## YOUR OBJECTIVE
Every line of the data below that holds the string "strong" needs to be reported.
*** TASK MATERIAL Section Begins ***
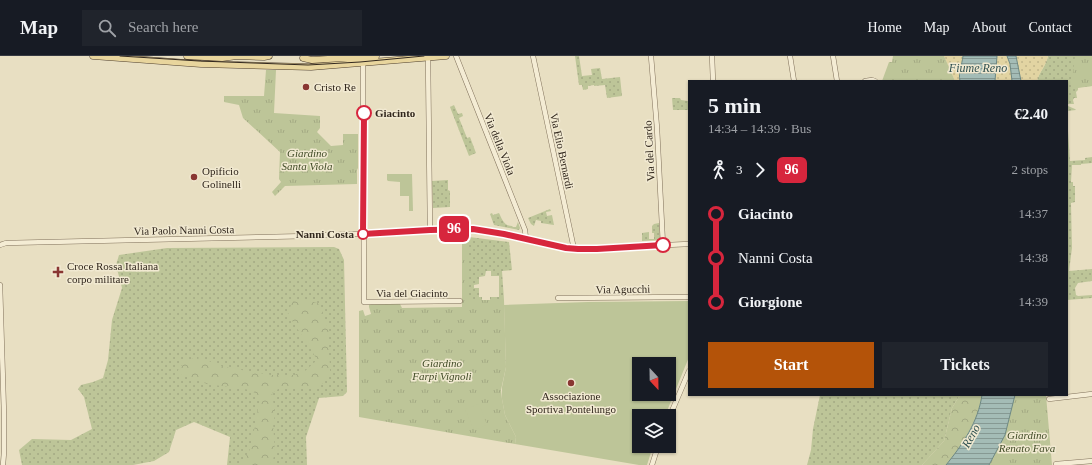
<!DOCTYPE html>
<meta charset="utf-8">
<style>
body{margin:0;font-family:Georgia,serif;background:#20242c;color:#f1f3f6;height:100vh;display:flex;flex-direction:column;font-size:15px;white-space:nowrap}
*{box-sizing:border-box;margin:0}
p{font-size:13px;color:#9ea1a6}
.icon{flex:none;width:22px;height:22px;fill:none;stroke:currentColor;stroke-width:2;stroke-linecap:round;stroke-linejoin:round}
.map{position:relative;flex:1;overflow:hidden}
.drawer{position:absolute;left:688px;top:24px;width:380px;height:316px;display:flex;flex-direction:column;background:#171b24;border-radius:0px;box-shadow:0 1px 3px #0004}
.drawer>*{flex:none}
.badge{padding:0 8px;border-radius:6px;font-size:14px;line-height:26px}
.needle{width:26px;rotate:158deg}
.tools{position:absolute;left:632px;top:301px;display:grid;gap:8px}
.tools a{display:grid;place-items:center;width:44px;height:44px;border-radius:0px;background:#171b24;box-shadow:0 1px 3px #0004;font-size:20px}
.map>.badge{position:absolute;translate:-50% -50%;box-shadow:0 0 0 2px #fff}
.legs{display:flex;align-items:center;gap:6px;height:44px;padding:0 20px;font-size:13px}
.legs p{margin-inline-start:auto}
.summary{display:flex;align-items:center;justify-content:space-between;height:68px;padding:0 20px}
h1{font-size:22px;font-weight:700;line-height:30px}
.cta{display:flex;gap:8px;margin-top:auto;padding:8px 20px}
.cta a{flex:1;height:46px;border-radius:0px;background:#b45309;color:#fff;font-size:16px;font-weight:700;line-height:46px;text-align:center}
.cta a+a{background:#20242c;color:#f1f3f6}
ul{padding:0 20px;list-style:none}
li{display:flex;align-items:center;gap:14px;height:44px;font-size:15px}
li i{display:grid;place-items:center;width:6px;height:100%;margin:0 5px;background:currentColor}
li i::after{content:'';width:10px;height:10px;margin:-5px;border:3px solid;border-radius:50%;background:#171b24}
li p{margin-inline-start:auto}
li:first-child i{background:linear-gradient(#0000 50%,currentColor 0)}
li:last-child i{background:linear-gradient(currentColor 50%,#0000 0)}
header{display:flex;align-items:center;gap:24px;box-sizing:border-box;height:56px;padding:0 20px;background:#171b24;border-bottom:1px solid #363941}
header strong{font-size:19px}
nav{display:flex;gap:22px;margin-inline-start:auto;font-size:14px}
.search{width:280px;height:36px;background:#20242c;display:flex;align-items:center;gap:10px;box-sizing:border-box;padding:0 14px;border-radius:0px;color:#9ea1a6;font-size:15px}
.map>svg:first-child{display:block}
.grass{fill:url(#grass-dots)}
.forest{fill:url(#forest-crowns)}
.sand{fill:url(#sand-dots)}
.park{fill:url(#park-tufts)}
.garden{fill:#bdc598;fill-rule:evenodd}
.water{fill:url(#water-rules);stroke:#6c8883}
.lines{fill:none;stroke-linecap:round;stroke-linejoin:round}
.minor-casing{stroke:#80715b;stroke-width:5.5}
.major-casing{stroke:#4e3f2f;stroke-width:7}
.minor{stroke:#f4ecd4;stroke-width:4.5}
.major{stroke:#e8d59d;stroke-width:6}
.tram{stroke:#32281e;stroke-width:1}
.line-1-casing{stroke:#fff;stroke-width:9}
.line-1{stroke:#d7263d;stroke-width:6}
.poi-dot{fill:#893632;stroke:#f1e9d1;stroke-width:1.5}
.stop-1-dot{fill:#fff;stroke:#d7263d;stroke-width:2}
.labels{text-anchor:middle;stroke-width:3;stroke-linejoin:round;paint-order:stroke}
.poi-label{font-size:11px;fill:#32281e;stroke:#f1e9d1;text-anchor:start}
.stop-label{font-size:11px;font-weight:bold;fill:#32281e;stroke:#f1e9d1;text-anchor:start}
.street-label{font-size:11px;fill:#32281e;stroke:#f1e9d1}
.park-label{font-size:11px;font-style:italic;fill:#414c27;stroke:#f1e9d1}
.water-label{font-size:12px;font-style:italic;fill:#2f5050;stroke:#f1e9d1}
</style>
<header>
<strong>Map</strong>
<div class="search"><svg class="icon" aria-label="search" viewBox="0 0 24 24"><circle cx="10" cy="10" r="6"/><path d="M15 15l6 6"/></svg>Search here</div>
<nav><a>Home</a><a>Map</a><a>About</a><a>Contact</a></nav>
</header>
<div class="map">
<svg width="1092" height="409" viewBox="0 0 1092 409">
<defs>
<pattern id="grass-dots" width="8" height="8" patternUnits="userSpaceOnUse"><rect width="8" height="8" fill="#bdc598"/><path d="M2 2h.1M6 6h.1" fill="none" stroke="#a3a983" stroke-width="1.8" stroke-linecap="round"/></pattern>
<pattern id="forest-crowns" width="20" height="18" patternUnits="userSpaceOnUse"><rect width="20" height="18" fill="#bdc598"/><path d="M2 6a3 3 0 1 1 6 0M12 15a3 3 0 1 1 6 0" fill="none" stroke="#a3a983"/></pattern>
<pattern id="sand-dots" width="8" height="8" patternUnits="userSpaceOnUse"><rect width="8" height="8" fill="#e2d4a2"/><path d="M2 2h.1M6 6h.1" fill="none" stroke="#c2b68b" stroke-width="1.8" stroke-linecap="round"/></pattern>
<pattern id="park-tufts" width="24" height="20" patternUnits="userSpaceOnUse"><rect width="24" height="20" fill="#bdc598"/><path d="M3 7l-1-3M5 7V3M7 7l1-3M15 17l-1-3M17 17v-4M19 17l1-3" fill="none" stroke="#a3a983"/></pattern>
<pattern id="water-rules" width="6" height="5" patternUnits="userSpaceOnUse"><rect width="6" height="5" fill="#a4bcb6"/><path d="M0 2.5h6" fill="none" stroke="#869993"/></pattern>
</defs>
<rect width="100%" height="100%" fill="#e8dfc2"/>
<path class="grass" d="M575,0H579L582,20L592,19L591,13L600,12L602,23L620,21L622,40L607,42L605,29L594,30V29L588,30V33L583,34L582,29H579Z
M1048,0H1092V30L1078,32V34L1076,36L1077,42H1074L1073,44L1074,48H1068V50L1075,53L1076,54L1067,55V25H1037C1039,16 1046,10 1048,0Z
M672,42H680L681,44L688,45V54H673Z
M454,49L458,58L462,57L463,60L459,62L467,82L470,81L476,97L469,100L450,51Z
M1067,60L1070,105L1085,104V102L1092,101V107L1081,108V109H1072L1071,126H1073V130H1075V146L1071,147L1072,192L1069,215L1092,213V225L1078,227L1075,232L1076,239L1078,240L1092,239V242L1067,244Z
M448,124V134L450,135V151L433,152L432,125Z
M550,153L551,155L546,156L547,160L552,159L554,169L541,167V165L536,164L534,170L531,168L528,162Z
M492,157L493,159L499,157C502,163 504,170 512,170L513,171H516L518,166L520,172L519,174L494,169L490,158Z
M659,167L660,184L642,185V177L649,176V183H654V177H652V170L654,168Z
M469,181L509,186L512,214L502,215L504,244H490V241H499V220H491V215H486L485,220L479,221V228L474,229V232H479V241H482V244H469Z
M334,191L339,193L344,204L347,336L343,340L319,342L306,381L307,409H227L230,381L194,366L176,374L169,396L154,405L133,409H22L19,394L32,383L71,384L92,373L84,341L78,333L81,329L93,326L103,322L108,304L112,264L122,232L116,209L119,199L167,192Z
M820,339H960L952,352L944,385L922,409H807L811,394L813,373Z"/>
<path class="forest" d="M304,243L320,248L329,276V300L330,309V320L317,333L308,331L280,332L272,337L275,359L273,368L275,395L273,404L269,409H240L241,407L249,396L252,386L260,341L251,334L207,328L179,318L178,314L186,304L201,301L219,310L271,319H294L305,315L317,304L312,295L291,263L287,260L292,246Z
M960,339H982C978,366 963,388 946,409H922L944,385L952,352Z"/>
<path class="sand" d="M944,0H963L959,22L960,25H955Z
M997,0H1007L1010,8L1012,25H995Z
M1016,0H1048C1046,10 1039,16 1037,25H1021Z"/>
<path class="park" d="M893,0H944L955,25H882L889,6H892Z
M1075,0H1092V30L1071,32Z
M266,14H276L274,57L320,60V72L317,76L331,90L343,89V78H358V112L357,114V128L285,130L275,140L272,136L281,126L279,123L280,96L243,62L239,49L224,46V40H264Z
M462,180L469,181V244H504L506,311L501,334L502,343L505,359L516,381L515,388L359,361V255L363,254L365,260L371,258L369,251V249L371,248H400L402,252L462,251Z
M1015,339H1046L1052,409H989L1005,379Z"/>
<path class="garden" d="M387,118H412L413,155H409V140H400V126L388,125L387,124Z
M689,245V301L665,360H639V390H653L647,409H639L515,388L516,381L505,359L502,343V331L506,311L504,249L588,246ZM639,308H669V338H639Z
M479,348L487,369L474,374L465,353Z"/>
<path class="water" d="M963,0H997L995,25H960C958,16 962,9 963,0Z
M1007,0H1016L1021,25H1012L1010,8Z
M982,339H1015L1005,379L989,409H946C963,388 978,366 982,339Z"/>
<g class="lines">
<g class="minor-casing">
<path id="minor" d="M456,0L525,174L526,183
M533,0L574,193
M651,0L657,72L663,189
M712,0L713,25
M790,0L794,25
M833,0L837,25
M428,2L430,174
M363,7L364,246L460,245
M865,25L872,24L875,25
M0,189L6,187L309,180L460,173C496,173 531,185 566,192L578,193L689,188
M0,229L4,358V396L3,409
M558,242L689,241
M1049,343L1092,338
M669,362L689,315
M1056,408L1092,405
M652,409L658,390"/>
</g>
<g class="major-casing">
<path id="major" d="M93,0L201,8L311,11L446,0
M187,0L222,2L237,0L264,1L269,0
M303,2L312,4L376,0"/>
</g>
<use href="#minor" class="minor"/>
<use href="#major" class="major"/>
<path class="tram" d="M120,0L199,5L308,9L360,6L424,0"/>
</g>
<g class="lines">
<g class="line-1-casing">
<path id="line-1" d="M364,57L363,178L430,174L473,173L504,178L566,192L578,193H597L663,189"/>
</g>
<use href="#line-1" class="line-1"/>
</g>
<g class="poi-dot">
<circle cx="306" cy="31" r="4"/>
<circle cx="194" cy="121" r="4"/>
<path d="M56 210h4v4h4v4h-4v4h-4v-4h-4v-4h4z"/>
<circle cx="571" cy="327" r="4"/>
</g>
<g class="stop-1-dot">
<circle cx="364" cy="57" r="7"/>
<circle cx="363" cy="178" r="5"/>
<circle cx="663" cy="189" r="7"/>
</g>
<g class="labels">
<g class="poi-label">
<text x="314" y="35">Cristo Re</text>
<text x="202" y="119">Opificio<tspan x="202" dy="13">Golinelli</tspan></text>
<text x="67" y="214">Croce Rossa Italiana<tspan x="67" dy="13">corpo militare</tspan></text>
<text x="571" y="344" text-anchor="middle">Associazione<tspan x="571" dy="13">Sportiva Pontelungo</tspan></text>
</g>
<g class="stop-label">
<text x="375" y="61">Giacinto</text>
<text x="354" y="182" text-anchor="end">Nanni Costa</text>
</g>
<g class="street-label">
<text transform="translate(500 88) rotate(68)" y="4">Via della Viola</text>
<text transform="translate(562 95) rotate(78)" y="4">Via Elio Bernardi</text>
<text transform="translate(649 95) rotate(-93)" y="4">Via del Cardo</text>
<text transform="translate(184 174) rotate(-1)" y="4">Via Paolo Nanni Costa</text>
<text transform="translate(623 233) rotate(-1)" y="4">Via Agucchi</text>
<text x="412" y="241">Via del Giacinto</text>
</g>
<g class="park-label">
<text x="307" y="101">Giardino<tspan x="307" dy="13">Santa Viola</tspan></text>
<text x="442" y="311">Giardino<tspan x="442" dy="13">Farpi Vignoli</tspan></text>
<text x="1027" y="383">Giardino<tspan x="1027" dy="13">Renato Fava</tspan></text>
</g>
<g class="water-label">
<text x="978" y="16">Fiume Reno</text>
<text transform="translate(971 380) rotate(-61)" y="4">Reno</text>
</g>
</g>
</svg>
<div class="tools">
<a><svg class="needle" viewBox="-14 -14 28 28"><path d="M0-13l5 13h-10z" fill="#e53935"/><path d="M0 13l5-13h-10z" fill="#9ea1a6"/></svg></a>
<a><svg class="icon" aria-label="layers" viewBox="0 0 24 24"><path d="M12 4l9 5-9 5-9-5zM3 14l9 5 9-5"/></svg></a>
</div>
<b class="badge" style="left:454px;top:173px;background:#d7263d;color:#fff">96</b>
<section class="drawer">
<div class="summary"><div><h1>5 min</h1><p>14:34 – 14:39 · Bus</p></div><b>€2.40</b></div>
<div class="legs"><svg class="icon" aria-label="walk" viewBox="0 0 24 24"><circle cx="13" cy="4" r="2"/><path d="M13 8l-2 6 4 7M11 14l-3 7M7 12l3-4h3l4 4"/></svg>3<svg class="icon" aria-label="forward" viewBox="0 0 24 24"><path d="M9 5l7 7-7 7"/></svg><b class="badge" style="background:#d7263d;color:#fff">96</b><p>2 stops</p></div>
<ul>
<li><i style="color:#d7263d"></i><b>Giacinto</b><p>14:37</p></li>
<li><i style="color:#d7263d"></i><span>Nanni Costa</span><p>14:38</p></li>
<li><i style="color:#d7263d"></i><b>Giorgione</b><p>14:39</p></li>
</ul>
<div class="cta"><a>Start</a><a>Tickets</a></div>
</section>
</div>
*** TASK MATERIAL Section Ends ***
## EXERCISE RESULT
header strong{font-size:19px}
<strong>Map</strong>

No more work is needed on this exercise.